_TASK INPUT_:
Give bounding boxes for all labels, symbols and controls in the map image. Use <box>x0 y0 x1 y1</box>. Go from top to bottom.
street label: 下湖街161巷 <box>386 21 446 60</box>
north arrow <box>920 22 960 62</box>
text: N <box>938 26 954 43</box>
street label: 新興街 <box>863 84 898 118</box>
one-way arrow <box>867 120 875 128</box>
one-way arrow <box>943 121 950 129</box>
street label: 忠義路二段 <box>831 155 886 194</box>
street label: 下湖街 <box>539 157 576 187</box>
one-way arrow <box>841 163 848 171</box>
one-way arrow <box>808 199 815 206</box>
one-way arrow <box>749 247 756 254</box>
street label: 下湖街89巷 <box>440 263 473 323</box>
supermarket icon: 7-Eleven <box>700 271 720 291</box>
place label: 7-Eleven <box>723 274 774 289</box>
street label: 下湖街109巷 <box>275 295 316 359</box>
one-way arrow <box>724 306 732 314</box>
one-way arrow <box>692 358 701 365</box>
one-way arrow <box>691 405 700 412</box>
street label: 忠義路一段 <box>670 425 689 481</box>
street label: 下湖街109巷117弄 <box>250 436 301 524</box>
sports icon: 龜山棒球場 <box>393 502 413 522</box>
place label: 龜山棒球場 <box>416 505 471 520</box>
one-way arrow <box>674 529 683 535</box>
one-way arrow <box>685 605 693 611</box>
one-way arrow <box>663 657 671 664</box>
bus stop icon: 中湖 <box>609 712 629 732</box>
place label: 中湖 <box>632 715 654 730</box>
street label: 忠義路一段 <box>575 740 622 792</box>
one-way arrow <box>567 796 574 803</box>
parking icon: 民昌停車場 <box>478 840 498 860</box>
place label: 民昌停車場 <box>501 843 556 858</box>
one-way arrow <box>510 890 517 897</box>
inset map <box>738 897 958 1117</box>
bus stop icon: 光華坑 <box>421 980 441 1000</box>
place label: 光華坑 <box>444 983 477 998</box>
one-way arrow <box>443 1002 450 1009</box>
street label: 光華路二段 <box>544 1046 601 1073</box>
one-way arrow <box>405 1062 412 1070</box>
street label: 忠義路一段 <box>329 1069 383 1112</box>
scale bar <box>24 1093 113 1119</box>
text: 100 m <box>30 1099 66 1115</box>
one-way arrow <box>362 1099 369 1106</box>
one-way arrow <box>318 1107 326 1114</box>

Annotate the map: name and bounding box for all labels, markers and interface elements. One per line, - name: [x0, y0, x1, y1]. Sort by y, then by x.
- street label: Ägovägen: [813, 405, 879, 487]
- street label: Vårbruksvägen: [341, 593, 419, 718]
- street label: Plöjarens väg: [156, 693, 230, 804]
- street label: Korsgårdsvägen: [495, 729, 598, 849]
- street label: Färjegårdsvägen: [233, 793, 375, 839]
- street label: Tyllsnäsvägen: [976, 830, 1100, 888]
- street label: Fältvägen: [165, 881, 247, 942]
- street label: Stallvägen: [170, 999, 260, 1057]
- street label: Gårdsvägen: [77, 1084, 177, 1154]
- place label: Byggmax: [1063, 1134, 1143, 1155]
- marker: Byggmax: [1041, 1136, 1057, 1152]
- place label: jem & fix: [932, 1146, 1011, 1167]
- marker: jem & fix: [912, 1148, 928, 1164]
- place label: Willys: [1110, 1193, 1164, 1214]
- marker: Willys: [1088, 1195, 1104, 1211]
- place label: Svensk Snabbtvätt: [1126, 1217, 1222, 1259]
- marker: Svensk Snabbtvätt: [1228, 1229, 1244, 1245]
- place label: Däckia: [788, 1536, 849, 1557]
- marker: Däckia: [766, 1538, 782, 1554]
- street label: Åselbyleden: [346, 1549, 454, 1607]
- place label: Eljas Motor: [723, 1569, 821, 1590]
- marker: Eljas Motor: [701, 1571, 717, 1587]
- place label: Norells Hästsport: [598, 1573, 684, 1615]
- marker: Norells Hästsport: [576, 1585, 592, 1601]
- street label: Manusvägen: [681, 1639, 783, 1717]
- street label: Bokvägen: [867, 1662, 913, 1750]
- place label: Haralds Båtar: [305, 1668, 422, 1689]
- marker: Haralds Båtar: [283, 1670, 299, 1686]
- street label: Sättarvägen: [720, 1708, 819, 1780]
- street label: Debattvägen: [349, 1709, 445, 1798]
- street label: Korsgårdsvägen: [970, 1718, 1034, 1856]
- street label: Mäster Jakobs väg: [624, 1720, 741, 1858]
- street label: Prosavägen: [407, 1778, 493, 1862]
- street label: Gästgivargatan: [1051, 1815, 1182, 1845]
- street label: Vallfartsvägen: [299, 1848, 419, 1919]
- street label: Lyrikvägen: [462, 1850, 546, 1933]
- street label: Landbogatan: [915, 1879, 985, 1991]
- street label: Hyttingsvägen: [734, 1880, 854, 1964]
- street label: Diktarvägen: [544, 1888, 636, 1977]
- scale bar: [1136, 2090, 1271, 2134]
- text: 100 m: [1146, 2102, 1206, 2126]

_YOUR OBJECTIVE_:
Return the entries above exactly, each one complete.

_YOUR RESPONSE_:
Give bounding boxes for all labels, symbols and controls in the map image. Use <box>x0 y0 x1 y1</box>. Go from top to bottom.
street label: 下湖街161巷 <box>386 21 446 60</box>
north arrow <box>920 22 960 62</box>
text: N <box>938 26 954 43</box>
street label: 新興街 <box>863 84 898 118</box>
one-way arrow <box>867 120 875 128</box>
one-way arrow <box>943 121 950 129</box>
street label: 忠義路二段 <box>831 155 886 194</box>
street label: 下湖街 <box>539 157 576 187</box>
one-way arrow <box>841 163 848 171</box>
one-way arrow <box>808 199 815 206</box>
one-way arrow <box>749 247 756 254</box>
street label: 下湖街89巷 <box>440 263 473 323</box>
supermarket icon: 7-Eleven <box>700 271 720 291</box>
place label: 7-Eleven <box>723 274 774 289</box>
street label: 下湖街109巷 <box>275 295 316 359</box>
one-way arrow <box>724 306 732 314</box>
one-way arrow <box>692 358 701 365</box>
one-way arrow <box>691 405 700 412</box>
street label: 忠義路一段 <box>670 425 689 481</box>
street label: 下湖街109巷117弄 <box>250 436 301 524</box>
sports icon: 龜山棒球場 <box>393 502 413 522</box>
place label: 龜山棒球場 <box>416 505 471 520</box>
one-way arrow <box>674 529 683 535</box>
one-way arrow <box>685 605 693 611</box>
one-way arrow <box>663 657 671 664</box>
bus stop icon: 中湖 <box>609 712 629 732</box>
place label: 中湖 <box>632 715 654 730</box>
street label: 忠義路一段 <box>575 740 622 792</box>
one-way arrow <box>567 796 574 803</box>
parking icon: 民昌停車場 <box>478 840 498 860</box>
place label: 民昌停車場 <box>501 843 556 858</box>
one-way arrow <box>510 890 517 897</box>
inset map <box>738 897 958 1117</box>
bus stop icon: 光華坑 <box>421 980 441 1000</box>
place label: 光華坑 <box>444 983 477 998</box>
one-way arrow <box>443 1002 450 1009</box>
street label: 光華路二段 <box>544 1046 601 1073</box>
one-way arrow <box>405 1062 412 1070</box>
street label: 忠義路一段 <box>329 1069 383 1112</box>
scale bar <box>24 1093 113 1119</box>
text: 100 m <box>30 1099 66 1115</box>
one-way arrow <box>362 1099 369 1106</box>
one-way arrow <box>318 1107 326 1114</box>

Annotate the map: name and bounding box for all labels, markers and interface elements. One per line, - name: [x0, y0, x1, y1]. Sort by y, then by x.
- street label: Ägovägen: [813, 405, 879, 487]
- street label: Vårbruksvägen: [341, 593, 419, 718]
- street label: Plöjarens väg: [156, 693, 230, 804]
- street label: Korsgårdsvägen: [495, 729, 598, 849]
- street label: Färjegårdsvägen: [233, 793, 375, 839]
- street label: Tyllsnäsvägen: [976, 830, 1100, 888]
- street label: Fältvägen: [165, 881, 247, 942]
- street label: Stallvägen: [170, 999, 260, 1057]
- street label: Gårdsvägen: [77, 1084, 177, 1154]
- place label: Byggmax: [1063, 1134, 1143, 1155]
- marker: Byggmax: [1041, 1136, 1057, 1152]
- place label: jem & fix: [932, 1146, 1011, 1167]
- marker: jem & fix: [912, 1148, 928, 1164]
- place label: Willys: [1110, 1193, 1164, 1214]
- marker: Willys: [1088, 1195, 1104, 1211]
- place label: Svensk Snabbtvätt: [1126, 1217, 1222, 1259]
- marker: Svensk Snabbtvätt: [1228, 1229, 1244, 1245]
- place label: Däckia: [788, 1536, 849, 1557]
- marker: Däckia: [766, 1538, 782, 1554]
- street label: Åselbyleden: [346, 1549, 454, 1607]
- place label: Eljas Motor: [723, 1569, 821, 1590]
- marker: Eljas Motor: [701, 1571, 717, 1587]
- place label: Norells Hästsport: [598, 1573, 684, 1615]
- marker: Norells Hästsport: [576, 1585, 592, 1601]
- street label: Manusvägen: [681, 1639, 783, 1717]
- street label: Bokvägen: [867, 1662, 913, 1750]
- place label: Haralds Båtar: [305, 1668, 422, 1689]
- marker: Haralds Båtar: [283, 1670, 299, 1686]
- street label: Sättarvägen: [720, 1708, 819, 1780]
- street label: Debattvägen: [349, 1709, 445, 1798]
- street label: Korsgårdsvägen: [970, 1718, 1034, 1856]
- street label: Mäster Jakobs väg: [624, 1720, 741, 1858]
- street label: Prosavägen: [407, 1778, 493, 1862]
- street label: Gästgivargatan: [1051, 1815, 1182, 1845]
- street label: Vallfartsvägen: [299, 1848, 419, 1919]
- street label: Lyrikvägen: [462, 1850, 546, 1933]
- street label: Landbogatan: [915, 1879, 985, 1991]
- street label: Hyttingsvägen: [734, 1880, 854, 1964]
- street label: Diktarvägen: [544, 1888, 636, 1977]
- scale bar: [1136, 2090, 1271, 2134]
- text: 100 m: [1146, 2102, 1206, 2126]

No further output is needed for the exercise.